(Beginning of Data shown)

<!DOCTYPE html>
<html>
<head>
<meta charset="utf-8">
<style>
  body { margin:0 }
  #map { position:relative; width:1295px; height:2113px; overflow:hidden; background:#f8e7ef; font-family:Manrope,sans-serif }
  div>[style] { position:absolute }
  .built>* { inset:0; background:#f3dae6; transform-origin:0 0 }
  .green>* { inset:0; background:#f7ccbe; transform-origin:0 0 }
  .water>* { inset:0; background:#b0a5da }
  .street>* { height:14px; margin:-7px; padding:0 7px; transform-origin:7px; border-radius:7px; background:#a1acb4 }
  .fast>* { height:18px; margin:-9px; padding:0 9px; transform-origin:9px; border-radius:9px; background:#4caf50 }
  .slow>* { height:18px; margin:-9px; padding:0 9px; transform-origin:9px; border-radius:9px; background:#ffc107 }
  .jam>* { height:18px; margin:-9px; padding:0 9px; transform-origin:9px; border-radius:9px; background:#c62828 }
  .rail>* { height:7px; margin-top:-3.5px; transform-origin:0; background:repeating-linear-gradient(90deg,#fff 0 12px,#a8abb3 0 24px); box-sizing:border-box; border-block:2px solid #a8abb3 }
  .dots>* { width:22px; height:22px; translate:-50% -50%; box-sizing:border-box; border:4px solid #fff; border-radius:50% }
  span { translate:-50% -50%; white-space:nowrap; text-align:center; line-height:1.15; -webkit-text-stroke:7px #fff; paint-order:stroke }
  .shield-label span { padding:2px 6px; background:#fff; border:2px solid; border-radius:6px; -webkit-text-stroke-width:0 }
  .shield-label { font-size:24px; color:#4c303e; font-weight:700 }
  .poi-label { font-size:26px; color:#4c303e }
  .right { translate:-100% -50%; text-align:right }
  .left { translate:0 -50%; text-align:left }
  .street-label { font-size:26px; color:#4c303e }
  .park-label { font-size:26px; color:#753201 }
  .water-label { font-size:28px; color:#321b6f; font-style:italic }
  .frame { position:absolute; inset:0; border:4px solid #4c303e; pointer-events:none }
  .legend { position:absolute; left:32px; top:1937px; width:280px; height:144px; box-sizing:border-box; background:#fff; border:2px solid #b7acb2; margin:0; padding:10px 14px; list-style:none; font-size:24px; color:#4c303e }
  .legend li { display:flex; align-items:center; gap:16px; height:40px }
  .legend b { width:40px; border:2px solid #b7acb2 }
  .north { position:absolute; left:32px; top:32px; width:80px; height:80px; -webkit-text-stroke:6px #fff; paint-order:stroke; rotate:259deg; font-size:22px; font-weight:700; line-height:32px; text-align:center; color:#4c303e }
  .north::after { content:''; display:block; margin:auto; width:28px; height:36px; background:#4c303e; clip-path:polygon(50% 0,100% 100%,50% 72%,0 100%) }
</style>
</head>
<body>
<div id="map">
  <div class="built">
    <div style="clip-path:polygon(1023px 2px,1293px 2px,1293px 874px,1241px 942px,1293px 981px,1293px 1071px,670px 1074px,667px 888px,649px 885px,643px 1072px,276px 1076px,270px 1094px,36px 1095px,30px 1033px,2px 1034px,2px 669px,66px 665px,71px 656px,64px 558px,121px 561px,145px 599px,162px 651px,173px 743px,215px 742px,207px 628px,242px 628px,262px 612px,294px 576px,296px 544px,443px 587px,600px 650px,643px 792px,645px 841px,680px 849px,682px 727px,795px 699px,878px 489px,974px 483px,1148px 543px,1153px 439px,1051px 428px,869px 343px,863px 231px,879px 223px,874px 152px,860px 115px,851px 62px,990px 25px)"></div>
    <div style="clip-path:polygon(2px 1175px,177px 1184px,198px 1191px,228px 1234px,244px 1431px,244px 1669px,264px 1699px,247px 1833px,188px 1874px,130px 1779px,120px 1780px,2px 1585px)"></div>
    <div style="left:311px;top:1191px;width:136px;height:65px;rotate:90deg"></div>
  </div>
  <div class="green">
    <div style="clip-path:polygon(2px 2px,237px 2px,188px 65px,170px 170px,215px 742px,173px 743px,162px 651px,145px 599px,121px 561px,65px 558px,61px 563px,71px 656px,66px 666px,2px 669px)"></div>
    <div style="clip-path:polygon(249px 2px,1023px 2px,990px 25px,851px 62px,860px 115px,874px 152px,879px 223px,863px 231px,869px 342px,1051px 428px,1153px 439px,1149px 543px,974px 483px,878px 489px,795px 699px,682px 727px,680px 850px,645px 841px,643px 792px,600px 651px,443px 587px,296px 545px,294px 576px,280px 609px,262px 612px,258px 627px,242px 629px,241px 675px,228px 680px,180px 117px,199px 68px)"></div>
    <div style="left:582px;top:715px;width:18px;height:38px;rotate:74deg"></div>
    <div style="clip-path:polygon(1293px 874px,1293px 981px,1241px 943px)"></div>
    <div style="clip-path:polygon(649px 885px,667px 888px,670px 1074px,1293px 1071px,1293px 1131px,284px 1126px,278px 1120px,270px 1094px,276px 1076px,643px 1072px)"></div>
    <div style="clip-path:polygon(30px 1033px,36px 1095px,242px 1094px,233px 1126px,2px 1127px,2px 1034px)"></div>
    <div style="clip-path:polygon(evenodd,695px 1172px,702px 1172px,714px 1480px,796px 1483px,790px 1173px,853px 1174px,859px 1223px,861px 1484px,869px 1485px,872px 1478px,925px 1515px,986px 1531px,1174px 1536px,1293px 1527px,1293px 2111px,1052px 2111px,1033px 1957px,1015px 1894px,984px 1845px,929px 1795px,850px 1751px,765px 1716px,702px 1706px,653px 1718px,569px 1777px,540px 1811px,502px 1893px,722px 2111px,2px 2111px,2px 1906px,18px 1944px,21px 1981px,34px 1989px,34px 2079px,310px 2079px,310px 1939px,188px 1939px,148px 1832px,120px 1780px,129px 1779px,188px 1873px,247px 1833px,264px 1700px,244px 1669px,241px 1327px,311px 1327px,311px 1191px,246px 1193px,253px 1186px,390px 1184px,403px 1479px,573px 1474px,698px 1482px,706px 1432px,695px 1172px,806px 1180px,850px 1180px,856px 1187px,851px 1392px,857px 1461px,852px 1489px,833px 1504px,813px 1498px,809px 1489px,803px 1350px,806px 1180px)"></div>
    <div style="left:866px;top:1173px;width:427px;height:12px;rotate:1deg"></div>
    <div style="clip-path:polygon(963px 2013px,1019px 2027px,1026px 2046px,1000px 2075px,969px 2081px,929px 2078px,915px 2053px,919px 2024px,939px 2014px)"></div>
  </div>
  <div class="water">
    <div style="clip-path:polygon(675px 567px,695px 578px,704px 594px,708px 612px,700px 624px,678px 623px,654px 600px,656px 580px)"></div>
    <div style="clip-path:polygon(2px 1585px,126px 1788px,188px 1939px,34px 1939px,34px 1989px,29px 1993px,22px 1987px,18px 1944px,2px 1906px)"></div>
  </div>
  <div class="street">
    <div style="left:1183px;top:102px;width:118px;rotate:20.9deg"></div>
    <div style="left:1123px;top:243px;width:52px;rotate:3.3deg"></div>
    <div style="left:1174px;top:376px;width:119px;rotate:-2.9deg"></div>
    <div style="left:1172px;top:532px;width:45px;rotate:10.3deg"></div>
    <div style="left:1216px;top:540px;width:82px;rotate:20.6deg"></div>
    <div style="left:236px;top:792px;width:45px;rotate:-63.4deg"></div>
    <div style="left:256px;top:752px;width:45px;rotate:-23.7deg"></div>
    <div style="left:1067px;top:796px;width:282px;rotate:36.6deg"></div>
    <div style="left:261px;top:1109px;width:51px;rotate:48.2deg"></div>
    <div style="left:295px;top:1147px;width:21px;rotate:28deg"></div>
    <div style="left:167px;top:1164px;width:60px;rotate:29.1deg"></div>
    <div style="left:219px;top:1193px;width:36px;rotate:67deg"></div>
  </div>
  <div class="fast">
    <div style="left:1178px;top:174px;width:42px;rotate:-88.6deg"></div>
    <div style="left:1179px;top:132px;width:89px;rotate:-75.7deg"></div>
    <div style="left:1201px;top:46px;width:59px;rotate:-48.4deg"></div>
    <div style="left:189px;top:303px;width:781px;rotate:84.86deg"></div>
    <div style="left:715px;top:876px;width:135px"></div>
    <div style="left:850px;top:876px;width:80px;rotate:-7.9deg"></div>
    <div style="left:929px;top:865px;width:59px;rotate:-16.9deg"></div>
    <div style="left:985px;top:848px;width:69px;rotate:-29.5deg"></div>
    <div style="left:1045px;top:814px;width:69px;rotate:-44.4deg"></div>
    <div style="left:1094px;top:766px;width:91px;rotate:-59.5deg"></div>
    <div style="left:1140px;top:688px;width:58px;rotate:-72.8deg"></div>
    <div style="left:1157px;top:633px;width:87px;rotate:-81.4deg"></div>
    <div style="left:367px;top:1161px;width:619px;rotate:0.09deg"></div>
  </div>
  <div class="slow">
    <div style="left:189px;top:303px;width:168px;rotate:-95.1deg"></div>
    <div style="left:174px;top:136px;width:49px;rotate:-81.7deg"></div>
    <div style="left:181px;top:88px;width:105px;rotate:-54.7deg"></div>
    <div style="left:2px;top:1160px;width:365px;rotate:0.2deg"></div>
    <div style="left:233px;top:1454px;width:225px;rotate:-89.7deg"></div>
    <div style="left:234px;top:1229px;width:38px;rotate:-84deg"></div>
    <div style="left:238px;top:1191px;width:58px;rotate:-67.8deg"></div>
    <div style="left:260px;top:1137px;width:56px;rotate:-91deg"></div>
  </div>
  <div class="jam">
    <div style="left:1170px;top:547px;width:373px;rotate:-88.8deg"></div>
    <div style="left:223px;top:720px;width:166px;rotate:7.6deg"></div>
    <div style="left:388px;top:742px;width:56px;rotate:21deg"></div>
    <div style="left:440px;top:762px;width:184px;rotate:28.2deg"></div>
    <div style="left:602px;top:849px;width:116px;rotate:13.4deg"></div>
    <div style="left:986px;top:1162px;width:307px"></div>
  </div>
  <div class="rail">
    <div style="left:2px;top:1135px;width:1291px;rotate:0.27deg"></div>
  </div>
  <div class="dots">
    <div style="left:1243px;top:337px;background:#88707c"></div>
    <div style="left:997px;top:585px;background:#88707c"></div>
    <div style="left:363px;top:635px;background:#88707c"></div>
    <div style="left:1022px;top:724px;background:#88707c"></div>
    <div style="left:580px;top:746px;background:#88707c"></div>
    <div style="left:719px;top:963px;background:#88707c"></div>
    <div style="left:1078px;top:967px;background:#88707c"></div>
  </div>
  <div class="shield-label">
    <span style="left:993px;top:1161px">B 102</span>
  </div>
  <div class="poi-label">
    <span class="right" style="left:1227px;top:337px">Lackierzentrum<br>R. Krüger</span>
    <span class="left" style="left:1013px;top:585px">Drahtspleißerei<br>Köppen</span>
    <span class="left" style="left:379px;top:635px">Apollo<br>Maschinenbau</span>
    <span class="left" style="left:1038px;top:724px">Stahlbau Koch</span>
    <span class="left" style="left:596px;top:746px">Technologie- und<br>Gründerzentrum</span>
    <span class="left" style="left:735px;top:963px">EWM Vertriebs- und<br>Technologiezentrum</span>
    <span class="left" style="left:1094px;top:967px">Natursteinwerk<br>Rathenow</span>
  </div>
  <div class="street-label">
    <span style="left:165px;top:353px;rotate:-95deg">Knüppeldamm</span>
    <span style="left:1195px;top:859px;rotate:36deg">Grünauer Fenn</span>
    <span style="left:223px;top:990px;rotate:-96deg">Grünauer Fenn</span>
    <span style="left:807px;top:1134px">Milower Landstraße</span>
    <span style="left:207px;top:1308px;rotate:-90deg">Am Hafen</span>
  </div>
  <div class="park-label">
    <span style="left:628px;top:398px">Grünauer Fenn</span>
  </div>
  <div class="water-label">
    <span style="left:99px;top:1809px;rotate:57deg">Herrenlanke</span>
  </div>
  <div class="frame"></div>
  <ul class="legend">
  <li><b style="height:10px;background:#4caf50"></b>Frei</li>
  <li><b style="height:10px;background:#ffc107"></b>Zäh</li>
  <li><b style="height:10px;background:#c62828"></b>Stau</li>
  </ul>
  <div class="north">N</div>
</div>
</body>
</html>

(End of Data shown)

> [Try it] Which lines hold the word "block"? Return all of them from the records above.

> [Written solution]
  .rail>* { height:7px; margin-top:-3.5px; transform-origin:0; background:repeating-linear-gradient(90deg,#fff 0 12px,#a8abb3 0 24px); box-sizing:border-box; border-block:2px solid #a8abb3 }
  .north::after { content:''; display:block; margin:auto; width:28px; height:36px; background:#4c303e; clip-path:polygon(50% 0,100% 100%,50% 72%,0 100%) }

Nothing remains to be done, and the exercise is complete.